* [DESCRIPTION OF THE TASK]:
Within the data that follows, how many lines contain the word "strong"? Reply with only the number.

- Opening Delimiter -

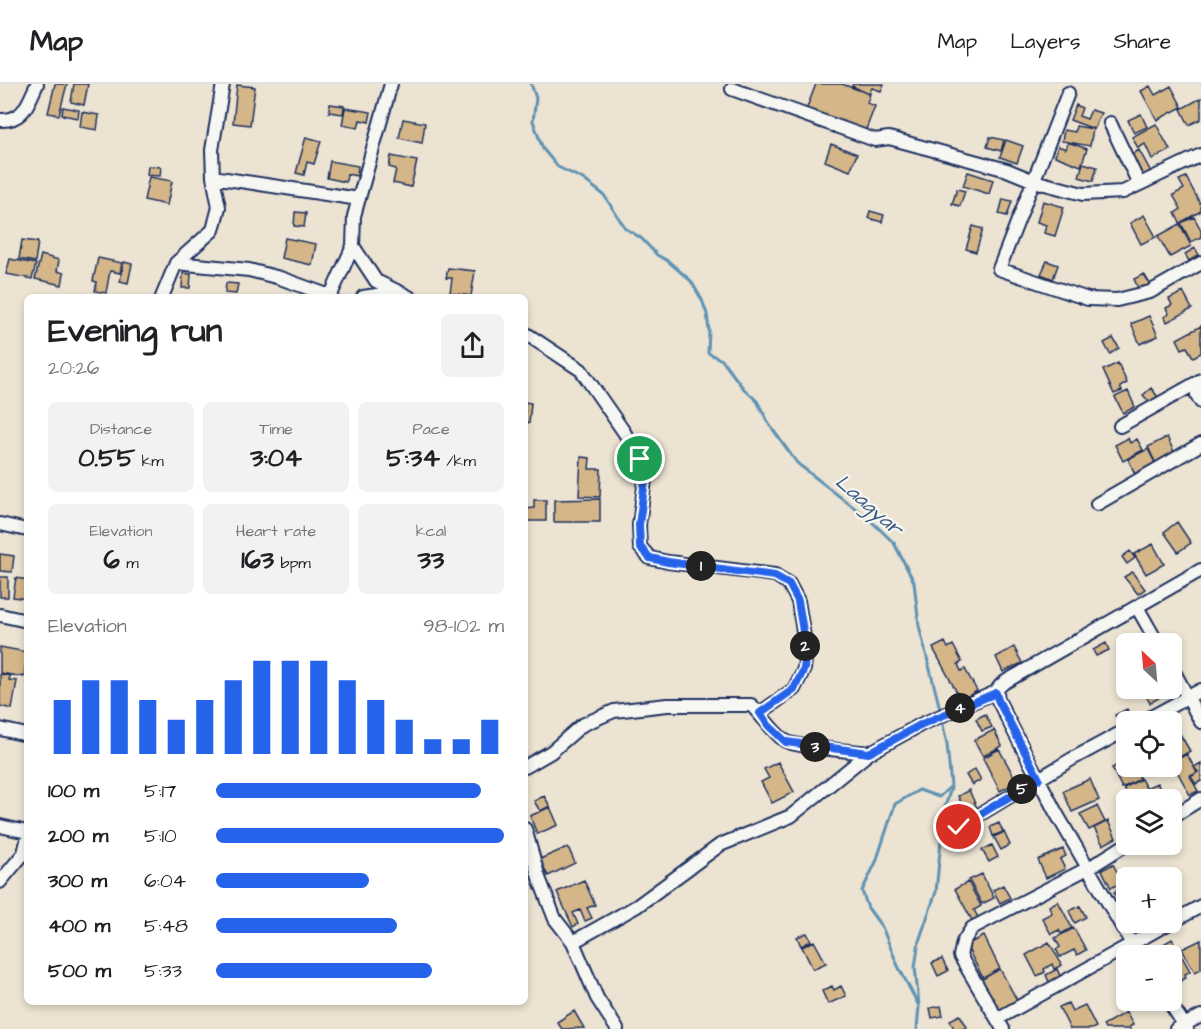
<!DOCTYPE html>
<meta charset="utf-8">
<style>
:root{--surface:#fff;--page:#f2f2f2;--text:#202124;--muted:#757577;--line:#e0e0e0;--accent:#2563eb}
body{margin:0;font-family:"Architects Daughter",sans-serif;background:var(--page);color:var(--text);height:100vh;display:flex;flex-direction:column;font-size:22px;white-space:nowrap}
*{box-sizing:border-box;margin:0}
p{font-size:20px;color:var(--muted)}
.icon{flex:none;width:33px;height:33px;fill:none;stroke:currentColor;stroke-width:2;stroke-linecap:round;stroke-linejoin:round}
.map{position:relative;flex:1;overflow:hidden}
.side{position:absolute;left:24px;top:210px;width:504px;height:711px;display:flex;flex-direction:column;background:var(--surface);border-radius:9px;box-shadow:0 3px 9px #0003}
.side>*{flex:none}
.needle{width:39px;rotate:334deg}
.fabs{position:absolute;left:1116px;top:549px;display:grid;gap:12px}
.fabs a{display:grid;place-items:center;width:66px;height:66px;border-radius:9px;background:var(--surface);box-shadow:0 3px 9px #0003;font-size:30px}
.pin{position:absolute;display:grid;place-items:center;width:51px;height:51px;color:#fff;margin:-26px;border:3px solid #fff;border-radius:50%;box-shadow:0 2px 6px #0007}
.km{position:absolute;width:30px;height:30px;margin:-15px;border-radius:50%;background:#222;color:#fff;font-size:16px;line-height:30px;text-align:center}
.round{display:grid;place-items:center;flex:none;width:63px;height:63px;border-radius:9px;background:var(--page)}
.overview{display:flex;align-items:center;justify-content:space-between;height:102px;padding:0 24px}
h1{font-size:33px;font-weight:700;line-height:45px}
.stats{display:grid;grid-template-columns:repeat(3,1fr);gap:9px;height:102px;padding:6px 24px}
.stats div{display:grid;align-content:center;border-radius:9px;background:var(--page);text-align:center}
.stats b{font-size:26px;font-weight:700}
.stats small{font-size:16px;font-weight:400}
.stats p{font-size:16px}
.chart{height:168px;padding:12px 24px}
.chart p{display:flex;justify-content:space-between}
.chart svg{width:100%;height:108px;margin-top:6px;stroke:var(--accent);stroke-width:6}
ul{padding:0 24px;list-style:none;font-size:20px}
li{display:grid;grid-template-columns:96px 72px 1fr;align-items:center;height:45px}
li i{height:15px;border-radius:8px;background:var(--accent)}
header{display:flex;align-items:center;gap:36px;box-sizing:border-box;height:84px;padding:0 30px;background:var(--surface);border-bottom:2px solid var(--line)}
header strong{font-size:28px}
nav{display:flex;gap:33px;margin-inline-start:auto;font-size:21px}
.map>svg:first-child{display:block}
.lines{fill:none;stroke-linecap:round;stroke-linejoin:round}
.stream{stroke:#5f93b4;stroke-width:3}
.building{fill:#d4b688;stroke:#1b2f5e;stroke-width:1.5}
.street-casing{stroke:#1b2f5e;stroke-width:16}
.street{stroke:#f6f6f2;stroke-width:12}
.route-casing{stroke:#fff;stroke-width:12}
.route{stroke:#2563eb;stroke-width:8}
.labels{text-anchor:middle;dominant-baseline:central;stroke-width:4.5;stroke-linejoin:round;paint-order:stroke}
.water-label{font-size:21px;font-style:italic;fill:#375882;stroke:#f6f6f2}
</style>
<header>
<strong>Map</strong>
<nav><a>Map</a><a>Layers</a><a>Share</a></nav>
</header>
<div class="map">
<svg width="1201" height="945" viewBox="0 0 1201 945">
<rect width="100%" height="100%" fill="#ece3d2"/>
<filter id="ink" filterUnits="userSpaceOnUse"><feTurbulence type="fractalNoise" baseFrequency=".0167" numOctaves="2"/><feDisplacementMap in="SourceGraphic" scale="12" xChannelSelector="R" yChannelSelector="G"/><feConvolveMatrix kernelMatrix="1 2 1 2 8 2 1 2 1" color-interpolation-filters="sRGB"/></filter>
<g filter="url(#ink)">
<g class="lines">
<path class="stream" d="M531,0L536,14L533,37L543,65L558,83L583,95L604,111L625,144L641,154L657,171L668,177L691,197L702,216L707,230L709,247L708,269L722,276L743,304L757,317L769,340L797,379L871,437L894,459L914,498L919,542L941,629
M919,921L915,883L919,857L936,808L944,726L951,704
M917,945L919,922L898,882L882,843L868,824L862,807L876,778L895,720L919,706L939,713L951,702L947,660L942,636"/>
</g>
<path class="building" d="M55,0H67L59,31L48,29Z
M74,0H88L84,21L71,18Z
M816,0H842L870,10L867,19L875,22L865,48L806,26Z
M853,0H884L881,7L872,4L869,10L852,2Z
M237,1L255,3L250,41L233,39Z
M1150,2L1155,11L1171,2L1182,23L1157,36L1141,7Z
M1201,14V35L1189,41L1181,25Z
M330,20L344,22L343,30L329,28Z
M1076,21L1082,24L1079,32L1087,35L1091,26L1101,29L1094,45L1070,36Z
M63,23L79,26L78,34L62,31Z
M345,24L371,28L369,38L360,36L358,44L342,41Z
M82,28L99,31L97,46L80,43Z
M1141,30L1147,43L1134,49L1128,36Z
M403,35L425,39L422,59L399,54Z
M1156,40L1170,66L1152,75L1145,60L1138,64L1132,53Z
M1076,42L1093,45L1090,62L1062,57L1064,46L1075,48Z
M306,53L321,57L314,80L307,78L304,91L296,89Z
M990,53L1004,56L1001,67L987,63Z
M1006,56L1023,62L1017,79L1000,73Z
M1068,58L1087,65L1081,82L1055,72L1058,62L1066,65Z
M831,60L857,70L850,87L825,77Z
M1139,66L1151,88L1136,97L1128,72Z
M391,72L417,77L411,103L393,99L396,85L389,83Z
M330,77L358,82L357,92L347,90L346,98L327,94Z
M1083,79L1097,83L1093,97L1079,93Z
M148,82L161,83L160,92L147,91Z
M968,88L993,96L989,110L963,102Z
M149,93L172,97L167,121L144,116Z
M1186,93L1201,121V127L1180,139L1175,129L1181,125L1173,111L1184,105L1179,96Z
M957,105L965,107L960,122L952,120Z
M1003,115L1012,117L1007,132L999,130Z
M1043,117L1064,123L1055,152L1044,149L1046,141L1037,138Z
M870,127L884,131L882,138L868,134Z
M295,128L306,129L304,143L294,142Z
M1144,131L1156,153L1141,160L1130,139Z
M1194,133L1201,146V153L1191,158L1181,139Z
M1180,140L1191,162L1170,173L1158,152Z
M973,142L983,145L976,168L966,165Z
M285,154L316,160L312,181L281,174Z
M22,156L38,158L35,178L19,175Z
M1195,164L1199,171L1189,177L1185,170Z
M41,171L59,176L57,187L64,189L62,201L35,195Z
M98,174L122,179L120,189L110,187L106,209L95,207L97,198L93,197Z
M10,175L36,180L32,195L6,190Z
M1047,177L1058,181L1053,195L1041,190Z
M124,178L132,180L128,199L120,197Z
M448,184L475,187L471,212L450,209L452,194H446Z
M183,189L191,190L190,204H182Z
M1144,190L1150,200L1139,206L1134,195Z
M226,199L238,200L236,210L225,209Z
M1183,208L1192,225L1167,238L1164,233L1169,230L1166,224L1172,221L1169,215Z
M1149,232L1158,252L1140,260L1131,240Z
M1201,242V269L1193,273L1187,263L1182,265L1177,255Z
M1113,254L1119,264L1110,270L1104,259Z
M1118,279L1127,299L1120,303L1122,307L1114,310L1103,286Z
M1151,304L1158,313L1151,320L1143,311Z
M1128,307L1135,323L1123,329L1115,313Z
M525,318L531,319L529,339L525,338Z
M1167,353L1175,370L1156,380L1148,363Z
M1128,354L1130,359L1137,355L1143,366L1123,377L1115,361Z
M1148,365L1155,379L1135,390L1128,375Z
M581,373L590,374L589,385H601L600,413L579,412Z
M600,415V438H554V416Z
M534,416H546V437H525V425L534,424Z
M1177,438L1191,459L1178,468L1164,448Z
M1153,460L1164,480L1146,490L1134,470Z
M1130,467L1135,474L1127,480L1122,473Z
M0,470L14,472L12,488L0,487Z
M1132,488L1145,505L1138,510L1124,493Z
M0,493H8V513H0Z
M16,494L27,496V515L13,513Z
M945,558L948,564L953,561L962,578L958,580L961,587L965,585L977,607L961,616L933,564Z
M1106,559L1109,566L1096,572L1093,566Z
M0,563L27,568L24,593L0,589Z
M1014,563L1022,579L1003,588L996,573Z
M0,590L10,592L9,596L17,597L12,625L0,622Z
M1154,604H1165L1167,609L1150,619L1145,610Z
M1127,625L1130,631L1118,638L1115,631Z
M985,630L992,643L982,647L976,635Z
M994,646L1002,662L983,672L974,656Z
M1180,650L1190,667L1172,678V655Z
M999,665L1017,698L1000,707L983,674Z
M1187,670L1197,689L1190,692L1198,707L1190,711L1172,678Z
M1126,676V682H1134L1140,695L1122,704L1112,684Z
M778,678L794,708L772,719L761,698L769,694L764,685Z
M1201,679V697L1196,700L1191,693L1198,688L1194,683Z
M975,685L981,696L972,701L966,691Z
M1090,695L1099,716L1072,728L1063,707Z
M1141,695L1146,704L1157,699L1166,716H1129L1124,704Z
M969,706L977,724L966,729L958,712Z
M544,712L550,722L540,727L534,717Z
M961,720L966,731L961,733L962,737L953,740L950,733L954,732L951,724Z
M1097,722L1105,738L1089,746L1080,730Z
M550,723L558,741L537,750L530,732Z
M1108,737L1116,754L1103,761L1094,744Z
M999,739L1003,748L993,752L990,743Z
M1004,748L1010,761L1001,766L994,753Z
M992,761L998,773L989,778L982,766Z
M568,763L575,779L548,792L540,775Z
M1063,765L1066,772L1060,775L1065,785L1046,794L1038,776Z
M1113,780L1122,798L1111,804L1102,786Z
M982,790L994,814L982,820L969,796Z
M584,796L595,821L587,824L592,834L585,837L580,826L573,829L578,840L573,843L557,808Z
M968,798L981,822L974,826L979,835L973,838L955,805Z
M1003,801L1010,814L1000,819L993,806Z
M1126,802V825L1123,826L1114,808Z
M1058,817L1072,844L1061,850L1059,846L1051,850L1042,834L1052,829L1049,822Z
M1080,822L1086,833L1075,839L1069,827Z
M1074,844L1086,866L1077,871L1074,866L1060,873L1056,865L1060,863L1055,854Z
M807,849L811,857L801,862L797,853Z
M984,852L1000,885L983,894L966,861Z
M1172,855L1190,887L1185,890L1186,894L1172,902V872H1151L1157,868L1155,865Z
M1201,856V885L1195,888L1182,865Z
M814,857L826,879L813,885L802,863Z
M1049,858L1062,881L1054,885L1052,880L1044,885L1045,888L1037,892L1026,871Z
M942,875L948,887L938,892L932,879Z
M1000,885L1018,918L994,931L977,898Z
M1057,885L1061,894L1050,900L1046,891Z
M832,902L834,906L841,902L846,912L828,920L822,907Z
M1068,919L1072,927L1085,921L1096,943L1092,945H1070L1059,923Z
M941,922L943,932L932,934L930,924Z
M574,927L584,944L562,945L557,938Z
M1126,928L1133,941L1129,943L1130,945H1105L1103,941Z
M960,931L967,943L962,945H954L950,936Z"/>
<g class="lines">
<defs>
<path id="street" d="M391,0L354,132L353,162L376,197L409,213
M732,5L875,56L889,54L1007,86L1034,97L1083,110L1123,108L1201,71
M1068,9L999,185L1088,215L1117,216L1150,208L1201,179
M0,36C24,37 28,19 37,0
M1110,39L1139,100
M213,93L359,115
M176,179L249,186L280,194L330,212
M162,213L176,179L213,146L219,123L213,93L212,66L223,0
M330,213L353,162
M363,213L397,208
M525,249L581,286L624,348L640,375L645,396L639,441L640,463L650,474L668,478L775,491L789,500L798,517L806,565L804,585L794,605L760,629
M1201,296L1198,298L1197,311L1201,318
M1120,342L1198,298
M1097,420L1201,360
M0,440L27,446
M1137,523L1158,560
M0,531L27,537
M1172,584L1201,638
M1142,638L1201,606
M0,645L27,651
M525,683L551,668L582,641L614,627L667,621H751C763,632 771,646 784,656C792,663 854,667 869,669
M1172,733L1201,715
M0,742L27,748
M959,743L1072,675L1126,646
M525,745L539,794L555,835L573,858L597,914L617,945
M0,798L24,769L27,757
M1172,838L1201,822
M573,858L637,822L720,761L791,732L869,669L922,640L996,608
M1139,872L1055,727L998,616C996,607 997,603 1005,598L1201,486
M1168,916L1187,945
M997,935L1171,838
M1003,945L960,872L963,858L972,844L1092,782L1127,760
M1176,945L1201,932"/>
</defs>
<use href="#street" class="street-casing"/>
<use href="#street" class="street"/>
</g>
</g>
<g class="lines" filter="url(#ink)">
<defs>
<path id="route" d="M640,375L645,396L639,441L640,463L650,474L668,478L775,492L789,500L798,517L806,565L804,585L794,605L760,629L769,642L786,658L869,669L922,640L996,609L998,616L1039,695L959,743"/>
</defs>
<use href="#route" class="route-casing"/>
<use href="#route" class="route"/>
</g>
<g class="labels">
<g class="water-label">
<text transform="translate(869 421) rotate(41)">Laagyar</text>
</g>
</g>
</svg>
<div class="fabs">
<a><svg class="needle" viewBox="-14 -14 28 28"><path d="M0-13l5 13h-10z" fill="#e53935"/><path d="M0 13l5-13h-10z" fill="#757577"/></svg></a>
<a><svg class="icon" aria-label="locate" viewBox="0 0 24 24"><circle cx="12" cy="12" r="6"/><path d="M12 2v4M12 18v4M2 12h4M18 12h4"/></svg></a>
<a><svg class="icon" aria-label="layers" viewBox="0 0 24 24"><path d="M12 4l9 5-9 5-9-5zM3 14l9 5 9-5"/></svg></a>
<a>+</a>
<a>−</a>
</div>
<div class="pin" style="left:640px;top:375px;background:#1e9e55"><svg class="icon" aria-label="arrive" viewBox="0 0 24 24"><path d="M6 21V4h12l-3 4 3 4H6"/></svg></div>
<div class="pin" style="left:959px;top:743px;background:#d93025"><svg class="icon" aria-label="check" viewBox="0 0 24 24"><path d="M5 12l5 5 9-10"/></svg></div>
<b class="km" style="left:701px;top:482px">1</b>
<b class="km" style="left:805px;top:562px">2</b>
<b class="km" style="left:815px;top:663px">3</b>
<b class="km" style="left:960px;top:624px">4</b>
<b class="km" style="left:1022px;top:705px">5</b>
<section class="side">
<div class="overview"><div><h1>Evening run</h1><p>20:26</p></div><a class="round"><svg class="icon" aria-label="share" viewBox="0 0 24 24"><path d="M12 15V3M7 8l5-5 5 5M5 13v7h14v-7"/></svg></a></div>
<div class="stats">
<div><p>Distance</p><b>0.55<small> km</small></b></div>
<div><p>Time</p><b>3:04</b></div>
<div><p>Pace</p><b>5:34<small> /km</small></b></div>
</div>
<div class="stats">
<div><p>Elevation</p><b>6<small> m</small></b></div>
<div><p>Heart rate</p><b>163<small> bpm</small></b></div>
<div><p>kcal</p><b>33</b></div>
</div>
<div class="chart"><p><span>Elevation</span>98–102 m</p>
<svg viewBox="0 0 160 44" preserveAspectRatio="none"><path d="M5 44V22M15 44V14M25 44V14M35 44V22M45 44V30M55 44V22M65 44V14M75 44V6M85 44V6M95 44V6M105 44V14M115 44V22M125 44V30M135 44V38M145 44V38M155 44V30"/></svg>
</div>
<ul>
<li><b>100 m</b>5:17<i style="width:92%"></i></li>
<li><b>200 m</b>5:10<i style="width:100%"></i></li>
<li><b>300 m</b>6:04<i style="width:53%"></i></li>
<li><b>400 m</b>5:48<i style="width:63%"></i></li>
<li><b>500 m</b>5:33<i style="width:75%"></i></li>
</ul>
</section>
</div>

- Closing Delimiter -

* [ANSWER]:
2